**EXCERPTED RECORDS:**
[Start of section]

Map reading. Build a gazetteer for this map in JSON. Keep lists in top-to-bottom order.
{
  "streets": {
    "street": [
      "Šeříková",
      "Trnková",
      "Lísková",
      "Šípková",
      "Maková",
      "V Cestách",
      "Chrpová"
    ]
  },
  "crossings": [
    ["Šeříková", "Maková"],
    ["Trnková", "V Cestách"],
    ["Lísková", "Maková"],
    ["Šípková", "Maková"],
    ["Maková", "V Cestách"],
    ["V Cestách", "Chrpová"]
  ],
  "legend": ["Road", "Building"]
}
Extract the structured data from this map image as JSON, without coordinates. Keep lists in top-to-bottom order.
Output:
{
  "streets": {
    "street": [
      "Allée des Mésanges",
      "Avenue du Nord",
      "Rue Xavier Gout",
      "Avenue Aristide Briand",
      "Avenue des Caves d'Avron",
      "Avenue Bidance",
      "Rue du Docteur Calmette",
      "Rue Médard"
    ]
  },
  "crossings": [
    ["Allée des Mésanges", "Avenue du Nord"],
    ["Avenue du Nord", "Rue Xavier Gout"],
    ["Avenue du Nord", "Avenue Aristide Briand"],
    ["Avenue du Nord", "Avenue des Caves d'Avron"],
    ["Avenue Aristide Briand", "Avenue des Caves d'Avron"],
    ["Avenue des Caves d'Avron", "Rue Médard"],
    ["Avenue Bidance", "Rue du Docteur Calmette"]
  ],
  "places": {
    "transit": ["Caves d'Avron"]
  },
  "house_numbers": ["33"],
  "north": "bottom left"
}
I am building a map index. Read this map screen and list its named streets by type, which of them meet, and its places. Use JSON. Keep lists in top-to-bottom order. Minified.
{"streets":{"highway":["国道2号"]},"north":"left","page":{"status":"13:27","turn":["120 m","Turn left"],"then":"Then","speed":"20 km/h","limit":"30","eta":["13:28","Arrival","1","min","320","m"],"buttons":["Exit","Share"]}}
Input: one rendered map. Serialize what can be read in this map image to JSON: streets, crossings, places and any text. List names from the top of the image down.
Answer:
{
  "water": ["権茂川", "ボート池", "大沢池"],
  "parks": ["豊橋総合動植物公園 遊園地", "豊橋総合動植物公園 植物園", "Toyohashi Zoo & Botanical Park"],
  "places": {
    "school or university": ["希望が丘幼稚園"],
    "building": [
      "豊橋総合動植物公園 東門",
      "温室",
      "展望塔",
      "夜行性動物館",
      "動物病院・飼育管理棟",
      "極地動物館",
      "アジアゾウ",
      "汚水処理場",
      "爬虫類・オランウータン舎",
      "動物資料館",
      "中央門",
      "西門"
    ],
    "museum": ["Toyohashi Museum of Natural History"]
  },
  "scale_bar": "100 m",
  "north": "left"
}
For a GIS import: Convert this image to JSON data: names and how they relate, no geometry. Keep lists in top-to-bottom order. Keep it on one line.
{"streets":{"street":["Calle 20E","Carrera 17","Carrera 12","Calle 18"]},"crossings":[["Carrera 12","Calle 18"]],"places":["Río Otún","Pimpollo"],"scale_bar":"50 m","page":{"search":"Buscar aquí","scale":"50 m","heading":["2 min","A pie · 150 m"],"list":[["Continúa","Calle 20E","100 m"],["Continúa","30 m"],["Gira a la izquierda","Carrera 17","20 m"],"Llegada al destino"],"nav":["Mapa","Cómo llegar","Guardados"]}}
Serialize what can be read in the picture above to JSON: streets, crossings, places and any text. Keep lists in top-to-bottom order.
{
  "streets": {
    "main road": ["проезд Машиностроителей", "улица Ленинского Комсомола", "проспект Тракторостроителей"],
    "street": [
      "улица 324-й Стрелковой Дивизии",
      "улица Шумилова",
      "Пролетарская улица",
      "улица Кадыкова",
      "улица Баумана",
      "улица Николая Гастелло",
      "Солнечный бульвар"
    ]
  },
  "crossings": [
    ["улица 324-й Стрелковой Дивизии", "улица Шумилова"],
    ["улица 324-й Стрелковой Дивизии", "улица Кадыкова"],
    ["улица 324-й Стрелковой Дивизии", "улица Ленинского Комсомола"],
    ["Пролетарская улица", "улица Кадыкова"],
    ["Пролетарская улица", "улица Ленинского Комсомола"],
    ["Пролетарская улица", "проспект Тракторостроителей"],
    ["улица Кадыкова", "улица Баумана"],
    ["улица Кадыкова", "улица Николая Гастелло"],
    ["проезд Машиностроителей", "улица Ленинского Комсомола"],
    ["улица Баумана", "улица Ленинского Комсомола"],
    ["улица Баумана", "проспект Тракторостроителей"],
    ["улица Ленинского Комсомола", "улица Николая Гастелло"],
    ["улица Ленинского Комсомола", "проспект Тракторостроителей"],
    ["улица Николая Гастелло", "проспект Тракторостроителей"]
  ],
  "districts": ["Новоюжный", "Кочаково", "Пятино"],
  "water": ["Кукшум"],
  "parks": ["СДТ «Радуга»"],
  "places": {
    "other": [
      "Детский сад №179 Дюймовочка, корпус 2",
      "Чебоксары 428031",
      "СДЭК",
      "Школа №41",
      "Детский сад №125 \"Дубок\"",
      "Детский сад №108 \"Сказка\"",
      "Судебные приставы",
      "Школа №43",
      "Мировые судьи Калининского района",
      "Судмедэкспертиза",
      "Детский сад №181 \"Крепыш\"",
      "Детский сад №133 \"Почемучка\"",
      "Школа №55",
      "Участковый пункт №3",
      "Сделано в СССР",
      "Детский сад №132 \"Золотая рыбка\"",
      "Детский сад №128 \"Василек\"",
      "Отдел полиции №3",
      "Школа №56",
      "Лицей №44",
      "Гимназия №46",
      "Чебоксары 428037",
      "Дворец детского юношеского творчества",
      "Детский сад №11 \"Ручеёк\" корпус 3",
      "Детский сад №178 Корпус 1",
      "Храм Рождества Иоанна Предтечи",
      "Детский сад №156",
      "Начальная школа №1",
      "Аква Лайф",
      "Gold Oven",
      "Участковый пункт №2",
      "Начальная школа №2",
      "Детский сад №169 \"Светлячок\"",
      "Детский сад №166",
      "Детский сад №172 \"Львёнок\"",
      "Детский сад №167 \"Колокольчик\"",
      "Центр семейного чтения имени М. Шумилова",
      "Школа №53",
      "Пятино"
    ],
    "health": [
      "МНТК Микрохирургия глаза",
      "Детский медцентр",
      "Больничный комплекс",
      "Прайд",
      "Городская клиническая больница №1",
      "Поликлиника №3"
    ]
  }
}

[End of section]

**PROBLEM:**
Give again, unchanged, the lines running from the top of the material above through the line that has "Extract the structured", and nothing more.

**TASK ANSWER:**
Map reading. Build a gazetteer for this map in JSON. Keep lists in top-to-bottom order.
{
  "streets": {
    "street": [
      "Šeříková",
      "Trnková",
      "Lísková",
      "Šípková",
      "Maková",
      "V Cestách",
      "Chrpová"
    ]
  },
  "crossings": [
    ["Šeříková", "Maková"],
    ["Trnková", "V Cestách"],
    ["Lísková", "Maková"],
    ["Šípková", "Maková"],
    ["Maková", "V Cestách"],
    ["V Cestách", "Chrpová"]
  ],
  "legend": ["Road", "Building"]
}
Extract the structured data from this map image as JSON, without coordinates. Keep lists in top-to-bottom order.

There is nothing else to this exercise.